Details of Minnesota's duck season will be announced this week, and another 60-day season with a six-bird daily bag limit is a given.

Other regulations are expected to be similar to last year's, and the opener is likely to be Sept. 22 -- like last year, a week earlier than normal.

One change: The bag limit for scaup, now two, might be increased to four, as proposed by the U.S. Fish and Wildlife Service. That wouldn't be a huge factor in Minnesota, where hunters shot just 7,000 scaup (bluebills) last season. The continental population of scaup increased to 5.25 million, the first time since 1991 the species has been above 5 million.

Bag limits for other ducks would be unchanged.

Still undecided, however, is whether the state will utilize a third duck zone it created across the southern third of the state below Hwy. 212. The idea is to extend the season in that zone to give hunters opportunities at late-season ducks. Because the Fish and Wildlife Service allows only a 60-day season here, the DNR would be likely to split that zone, opening it with the rest of the state on Sept. 22, but then closing it for five or 12 days, then reopening it. Or it could simply open the season later in that zone.

Sixty-one percent of more than 2,000 hunters who responded to the online DNR survey last winter favored a third duck zone.

Goose harvest up

Minnesota hunters again killed more Canada geese last fall -- 239,000 -- than any species of duck and a 27 percent increase from 2010. And officials expect excellent goose hunting again this fall. The state's Canada goose population is estimated at 434,000, up from 370,000 last year.

Possession limits

As I reported last week, flyway officials discussed increasing the duck possession limits in Minnesota and across the nation to three times the daily bag limit.

That won't happen this season, but it could well happen next year.

Currently, the duck possession limit is twice the daily bag limit. With a daily bag limit of six ducks, the change would mean a hunter could have 18 ducks in possession after three days of hunting.

It's also possible the possession limit for doves, another migratory bird, would be increased, to three times the daily limit.

Three of the four flyways recommended the duck possession limit be expanded. The Mississippi Flyway, of which Minnesota is a member, didn't make a recommendation because the issue won't be dealt with until next winter.
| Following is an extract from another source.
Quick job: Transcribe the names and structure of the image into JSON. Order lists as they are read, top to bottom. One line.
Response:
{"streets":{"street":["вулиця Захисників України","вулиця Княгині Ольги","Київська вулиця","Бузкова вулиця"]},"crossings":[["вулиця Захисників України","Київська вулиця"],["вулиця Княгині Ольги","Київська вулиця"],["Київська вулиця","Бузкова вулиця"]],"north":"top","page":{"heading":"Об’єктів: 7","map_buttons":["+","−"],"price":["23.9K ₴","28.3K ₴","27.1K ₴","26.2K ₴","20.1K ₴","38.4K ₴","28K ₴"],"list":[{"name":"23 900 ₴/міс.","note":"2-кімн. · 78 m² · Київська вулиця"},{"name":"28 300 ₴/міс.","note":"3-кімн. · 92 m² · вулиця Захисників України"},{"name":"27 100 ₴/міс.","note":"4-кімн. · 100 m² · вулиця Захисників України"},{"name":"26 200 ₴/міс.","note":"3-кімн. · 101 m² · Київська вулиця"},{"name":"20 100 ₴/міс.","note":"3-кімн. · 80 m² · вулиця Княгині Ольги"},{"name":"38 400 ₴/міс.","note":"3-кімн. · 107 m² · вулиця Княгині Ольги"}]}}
"I don't think a change from two to three times the daily bag would have much impact [on duck populations],'' said Steve Cordts, DNR waterfowl specialist. "The average guy [in Minnesota] shoots eight to 10 ducks a year.''

Some hunters are likely to keep more than their possession limit in their freezers, so the change would legalize what has been occurring illegally, he said.
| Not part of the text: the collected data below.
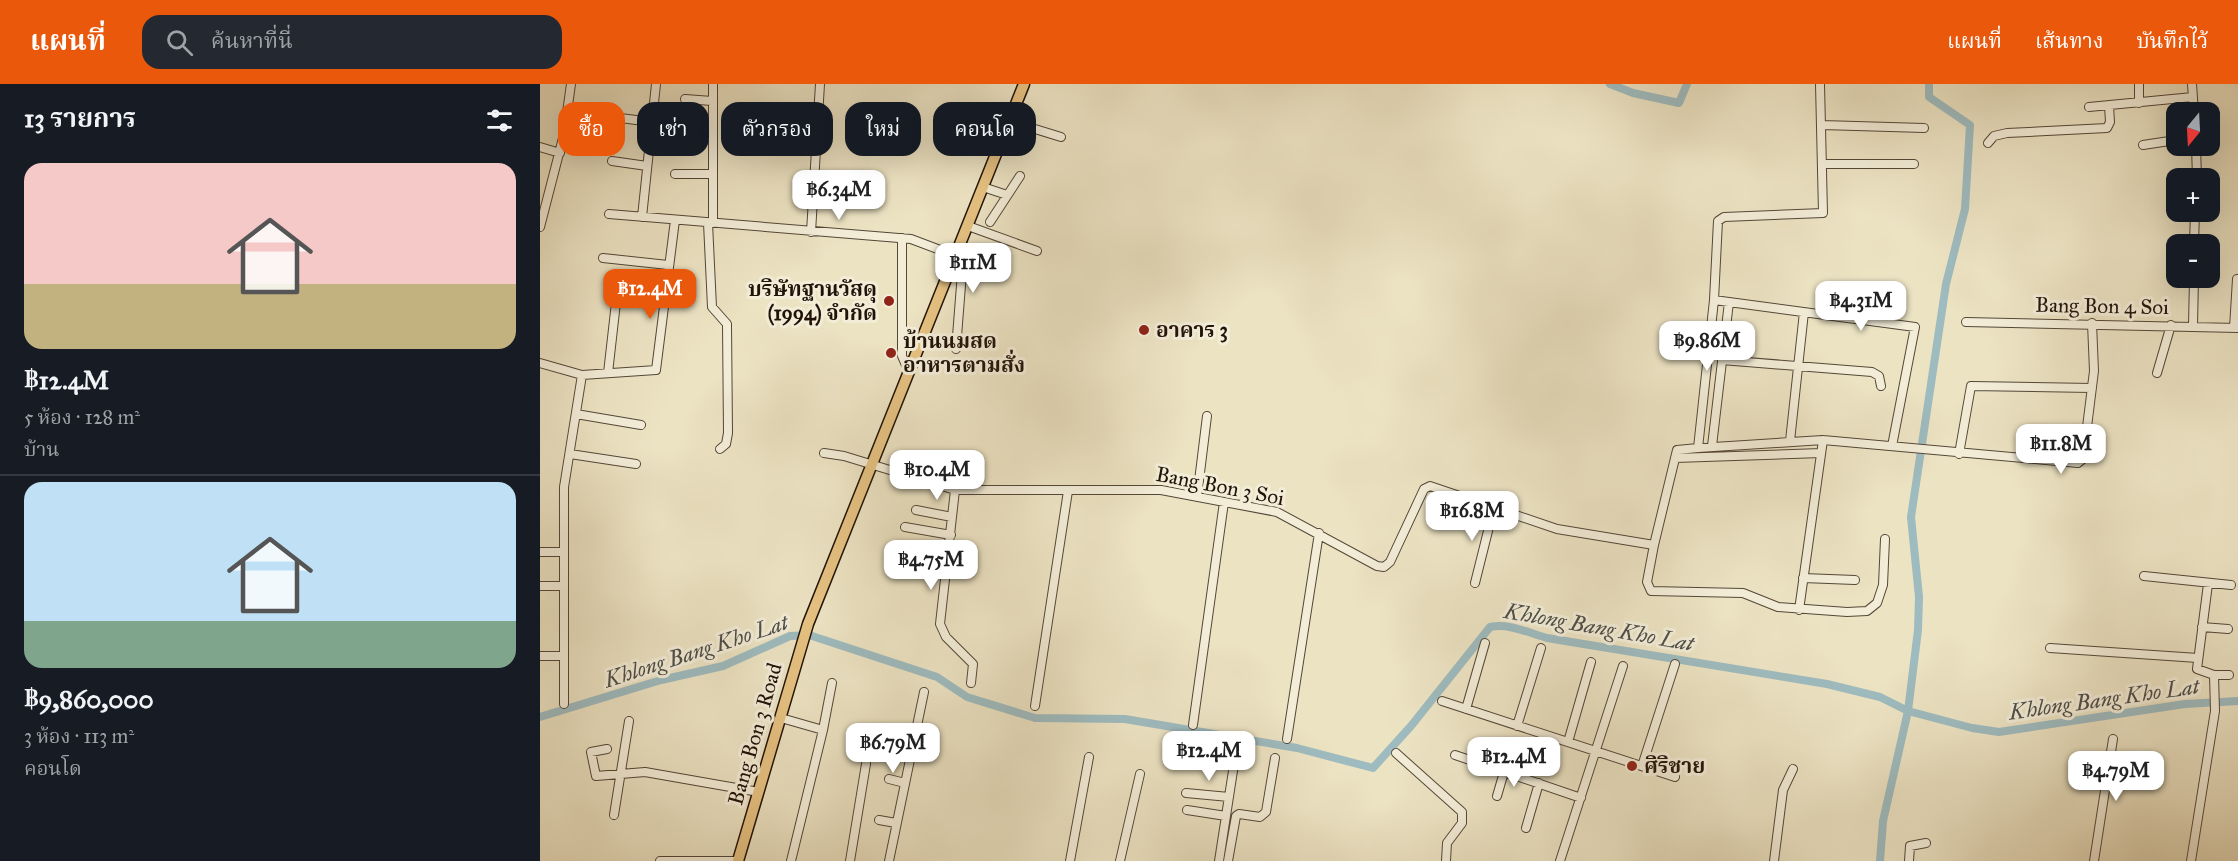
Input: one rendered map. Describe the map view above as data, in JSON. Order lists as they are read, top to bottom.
{
  "streets": {
    "main road": ["Bang Bon 3 Road"],
    "street": ["Bang Bon 4 Soi", "Bang Bon 3 Soi"]
  },
  "crossings": [
    ["Bang Bon 3 Soi", "Bang Bon 3 Road"]
  ],
  "water": ["Khlong Bang Kho Lat"],
  "places": [
    "บริษัทฐานวัสดุ (1994) จำกัด",
    "อาคาร 3",
    "บ้านนมสด อาหารตามสั่ง",
    "ศิริชาย"
  ],
  "north": "bottom",
  "page": {
    "header": "แผนที่",
    "search": "ค้นหาที่นี่",
    "nav": ["แผนที่", "เส้นทาง", "บันทึกไว้"],
    "heading": "13 รายการ",
    "map_buttons": ["+", "−"],
    "chip": [
      "ซื้อ",
      "เช่า",
      "ตัวกรอง",
      "ใหม่",
      "คอนโด"
    ],
    "list": [
      {
        "name": "฿12.4M",
        "note": "5 ห้อง · 128 m² · บ้าน"
      },
      {
        "name": "฿9,860,000",
        "note": "3 ห้อง · 113 m² · คอนโด"
      }
    ],
    "price": [
      "฿6.34M",
      "฿11M",
      "฿12.4M",
      "฿4.31M",
      "฿9.86M",
      "฿11.8M",
      "฿10.4M",
      "฿16.8M",
      "฿4.75M",
      "฿6.79M",
      "฿12.4M",
      "฿12.4M",
      "฿4.79M"
    ]
  }
}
The duck possession limit in Canada now is triple the daily bag limit, and there is talk about eliminating possession limits there, though not this year.

Dove harvest down

This won't be a surprise to Minnesota's mourning dove hunters: Harvest last fall fell by almost half from the previous year. Cold weather drove many doves out of the state by the time the season opened Sept. 1. Hunters bagged just 57,000 doves, compared with 99,000 in 2010.

Youth waterfowl hunt

Youths who want to participate in this year's mentored youth waterfowl hunt have until Aug. 13 to apply. There are 80 openings. The mentored hunt is set for Sept. 8 -- Youth Waterfowl Day. Hunts, which are open to youth ages 12-15 who have earned a firearms safety certificate, will be conducted near Detroit Lakes, Morris, Prior Lake, Windom, Buffalo and Little Falls. See

Fall turkey season

Starting this year, Minnesota turkey hunters may buy a license over the counter to hunt the fall season. No lottery application is necessary. Hunters still must declare a turkey permit area when purchasing a license, and they are restricted to hunting that area. Last year, hunters bought 5,382 fall turkey permits and registered 953 birds. This year's 30-day season is Sept. 29-Oct. 28.

Did you know?

• Hunters have until Aug. 17 to apply for one of 186 permits for the 2012 Minnesota prairie chicken season.

• Women, men and youth who want to learn the basics of deer hunting can attend the DNR's deer day Aug. 12 near Mora. The free program, geared for those who want to learn more about deer hunting, will be hosted by the DNR's Becoming An Outdoors Family Program from 9:30 a.m. until 3 p.m. on the Wilkens Farm near Mora in Kanabec County. Registration is limited. Contact Linda Bylander at 218-833-8628 or at

• In Renville County, a juvenile bald eagle knocked the hard hat off the head of a construction worker and then wouldn't leave.